[EXERCISE AIM] Show all lines of the listing that contain the word "tools".

┏━━

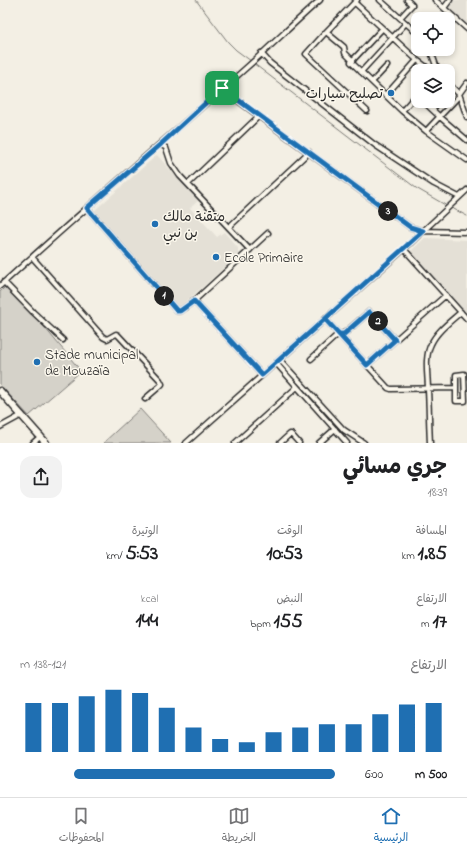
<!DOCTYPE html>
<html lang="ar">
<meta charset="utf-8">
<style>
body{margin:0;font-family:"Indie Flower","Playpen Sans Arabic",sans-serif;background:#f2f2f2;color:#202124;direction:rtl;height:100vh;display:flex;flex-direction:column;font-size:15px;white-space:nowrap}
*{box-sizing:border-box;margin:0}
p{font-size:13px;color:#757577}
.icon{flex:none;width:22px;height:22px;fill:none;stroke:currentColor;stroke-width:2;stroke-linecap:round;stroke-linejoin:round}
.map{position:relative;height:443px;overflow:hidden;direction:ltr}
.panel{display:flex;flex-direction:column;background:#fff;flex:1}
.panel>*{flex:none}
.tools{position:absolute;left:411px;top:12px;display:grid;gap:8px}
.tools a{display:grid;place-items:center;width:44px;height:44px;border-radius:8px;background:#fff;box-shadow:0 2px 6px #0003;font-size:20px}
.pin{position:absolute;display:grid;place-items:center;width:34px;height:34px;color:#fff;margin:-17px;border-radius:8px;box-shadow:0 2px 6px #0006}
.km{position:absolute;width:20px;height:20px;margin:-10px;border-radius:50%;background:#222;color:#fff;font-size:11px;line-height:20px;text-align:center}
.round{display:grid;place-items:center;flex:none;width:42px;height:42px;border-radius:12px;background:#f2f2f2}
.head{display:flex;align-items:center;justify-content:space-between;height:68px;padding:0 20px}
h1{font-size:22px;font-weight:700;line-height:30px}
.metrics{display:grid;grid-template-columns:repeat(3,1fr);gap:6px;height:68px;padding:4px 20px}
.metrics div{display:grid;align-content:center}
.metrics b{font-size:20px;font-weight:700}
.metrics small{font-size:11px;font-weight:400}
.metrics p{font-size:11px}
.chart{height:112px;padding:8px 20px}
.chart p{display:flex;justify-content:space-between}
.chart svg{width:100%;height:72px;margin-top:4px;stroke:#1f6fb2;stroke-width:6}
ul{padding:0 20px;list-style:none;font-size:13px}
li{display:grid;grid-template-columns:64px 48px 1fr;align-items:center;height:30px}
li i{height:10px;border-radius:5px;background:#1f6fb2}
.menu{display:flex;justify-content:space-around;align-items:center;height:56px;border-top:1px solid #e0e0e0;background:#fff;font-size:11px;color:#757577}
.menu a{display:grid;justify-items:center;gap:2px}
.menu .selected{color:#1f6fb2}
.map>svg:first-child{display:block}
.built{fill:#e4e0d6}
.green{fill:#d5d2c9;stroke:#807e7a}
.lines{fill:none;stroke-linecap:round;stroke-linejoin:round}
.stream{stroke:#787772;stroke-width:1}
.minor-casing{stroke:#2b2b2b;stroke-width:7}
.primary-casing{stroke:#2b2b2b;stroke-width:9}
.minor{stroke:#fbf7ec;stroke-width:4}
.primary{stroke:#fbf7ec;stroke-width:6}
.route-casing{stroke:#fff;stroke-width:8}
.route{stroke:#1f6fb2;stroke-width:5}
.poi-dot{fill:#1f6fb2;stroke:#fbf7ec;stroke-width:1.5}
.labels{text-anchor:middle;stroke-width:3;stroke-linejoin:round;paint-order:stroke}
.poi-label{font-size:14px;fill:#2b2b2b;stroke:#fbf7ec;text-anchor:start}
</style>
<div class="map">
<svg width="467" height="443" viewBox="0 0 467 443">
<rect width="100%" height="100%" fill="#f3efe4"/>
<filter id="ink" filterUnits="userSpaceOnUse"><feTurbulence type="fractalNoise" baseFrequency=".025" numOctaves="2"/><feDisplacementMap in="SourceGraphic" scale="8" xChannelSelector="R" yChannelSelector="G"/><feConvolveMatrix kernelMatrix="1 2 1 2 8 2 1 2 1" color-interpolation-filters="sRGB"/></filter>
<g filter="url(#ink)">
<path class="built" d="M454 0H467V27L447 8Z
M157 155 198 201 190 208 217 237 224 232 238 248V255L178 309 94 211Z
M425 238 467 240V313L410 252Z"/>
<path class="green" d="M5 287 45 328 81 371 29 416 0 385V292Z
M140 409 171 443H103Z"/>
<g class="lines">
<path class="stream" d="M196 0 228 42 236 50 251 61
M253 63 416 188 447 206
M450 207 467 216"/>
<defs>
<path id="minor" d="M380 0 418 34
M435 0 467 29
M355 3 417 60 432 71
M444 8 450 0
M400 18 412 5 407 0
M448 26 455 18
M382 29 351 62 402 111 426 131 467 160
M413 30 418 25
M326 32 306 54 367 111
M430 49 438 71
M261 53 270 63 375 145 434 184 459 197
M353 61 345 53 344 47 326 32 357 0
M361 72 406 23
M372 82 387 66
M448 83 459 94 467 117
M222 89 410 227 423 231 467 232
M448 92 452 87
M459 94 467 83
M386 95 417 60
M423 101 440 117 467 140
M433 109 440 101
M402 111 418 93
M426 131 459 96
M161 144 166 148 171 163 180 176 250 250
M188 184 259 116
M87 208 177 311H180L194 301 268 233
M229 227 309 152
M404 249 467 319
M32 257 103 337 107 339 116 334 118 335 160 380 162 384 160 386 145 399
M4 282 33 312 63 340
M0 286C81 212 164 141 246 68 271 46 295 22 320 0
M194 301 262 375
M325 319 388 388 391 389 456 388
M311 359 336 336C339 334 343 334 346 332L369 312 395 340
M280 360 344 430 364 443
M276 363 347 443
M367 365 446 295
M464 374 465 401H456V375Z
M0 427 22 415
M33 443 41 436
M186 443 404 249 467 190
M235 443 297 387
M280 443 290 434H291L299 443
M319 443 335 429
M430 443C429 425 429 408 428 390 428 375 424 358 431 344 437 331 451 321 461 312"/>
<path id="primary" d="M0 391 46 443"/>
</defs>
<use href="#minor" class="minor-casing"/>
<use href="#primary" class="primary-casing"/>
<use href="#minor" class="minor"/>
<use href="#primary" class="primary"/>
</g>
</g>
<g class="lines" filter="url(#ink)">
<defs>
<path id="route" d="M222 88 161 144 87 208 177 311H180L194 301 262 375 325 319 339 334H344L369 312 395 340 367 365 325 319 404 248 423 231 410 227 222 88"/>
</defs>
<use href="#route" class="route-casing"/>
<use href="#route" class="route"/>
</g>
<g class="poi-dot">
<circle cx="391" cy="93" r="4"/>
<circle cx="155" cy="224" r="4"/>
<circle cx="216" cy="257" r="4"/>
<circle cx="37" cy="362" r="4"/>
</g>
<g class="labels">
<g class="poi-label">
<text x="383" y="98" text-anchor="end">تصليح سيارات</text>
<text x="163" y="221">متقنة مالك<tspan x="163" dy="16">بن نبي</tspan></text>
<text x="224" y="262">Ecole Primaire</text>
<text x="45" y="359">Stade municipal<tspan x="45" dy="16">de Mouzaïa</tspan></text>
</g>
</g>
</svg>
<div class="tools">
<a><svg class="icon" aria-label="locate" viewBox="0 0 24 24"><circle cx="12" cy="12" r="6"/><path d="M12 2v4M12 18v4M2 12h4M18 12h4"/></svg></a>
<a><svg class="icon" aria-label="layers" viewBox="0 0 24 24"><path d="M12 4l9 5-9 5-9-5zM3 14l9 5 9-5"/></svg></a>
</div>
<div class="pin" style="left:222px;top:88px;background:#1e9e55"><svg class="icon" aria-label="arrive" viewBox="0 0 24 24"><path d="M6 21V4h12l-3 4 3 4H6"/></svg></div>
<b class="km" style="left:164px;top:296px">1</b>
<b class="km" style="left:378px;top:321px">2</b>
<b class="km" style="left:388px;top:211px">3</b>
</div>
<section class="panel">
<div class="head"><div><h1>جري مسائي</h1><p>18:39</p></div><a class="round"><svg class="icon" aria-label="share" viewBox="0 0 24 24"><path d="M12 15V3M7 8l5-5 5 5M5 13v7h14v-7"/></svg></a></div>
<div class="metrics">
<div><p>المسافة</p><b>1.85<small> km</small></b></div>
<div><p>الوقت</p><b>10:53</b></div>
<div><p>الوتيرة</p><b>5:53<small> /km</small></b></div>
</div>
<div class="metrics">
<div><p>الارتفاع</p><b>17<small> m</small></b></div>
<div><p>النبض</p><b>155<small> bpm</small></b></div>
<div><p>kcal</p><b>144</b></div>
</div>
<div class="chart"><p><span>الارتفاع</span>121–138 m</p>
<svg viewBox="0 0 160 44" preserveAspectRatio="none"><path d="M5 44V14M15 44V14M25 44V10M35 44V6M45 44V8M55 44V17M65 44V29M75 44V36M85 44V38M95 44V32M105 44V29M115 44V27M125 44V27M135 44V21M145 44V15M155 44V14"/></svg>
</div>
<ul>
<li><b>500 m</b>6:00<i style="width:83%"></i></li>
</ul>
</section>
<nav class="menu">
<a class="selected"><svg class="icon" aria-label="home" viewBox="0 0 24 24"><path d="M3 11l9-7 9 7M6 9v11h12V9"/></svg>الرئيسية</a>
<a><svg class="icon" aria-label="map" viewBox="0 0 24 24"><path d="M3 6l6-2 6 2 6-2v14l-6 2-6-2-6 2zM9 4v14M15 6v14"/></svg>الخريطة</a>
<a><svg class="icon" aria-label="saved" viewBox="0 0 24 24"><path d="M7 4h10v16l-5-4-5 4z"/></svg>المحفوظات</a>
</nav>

┗━━

[WRITTEN RESPONSE]
.tools{position:absolute;left:411px;top:12px;display:grid;gap:8px}
.tools a{display:grid;place-items:center;width:44px;height:44px;border-radius:8px;background:#fff;box-shadow:0 2px 6px #0003;font-size:20px}
<div class="tools">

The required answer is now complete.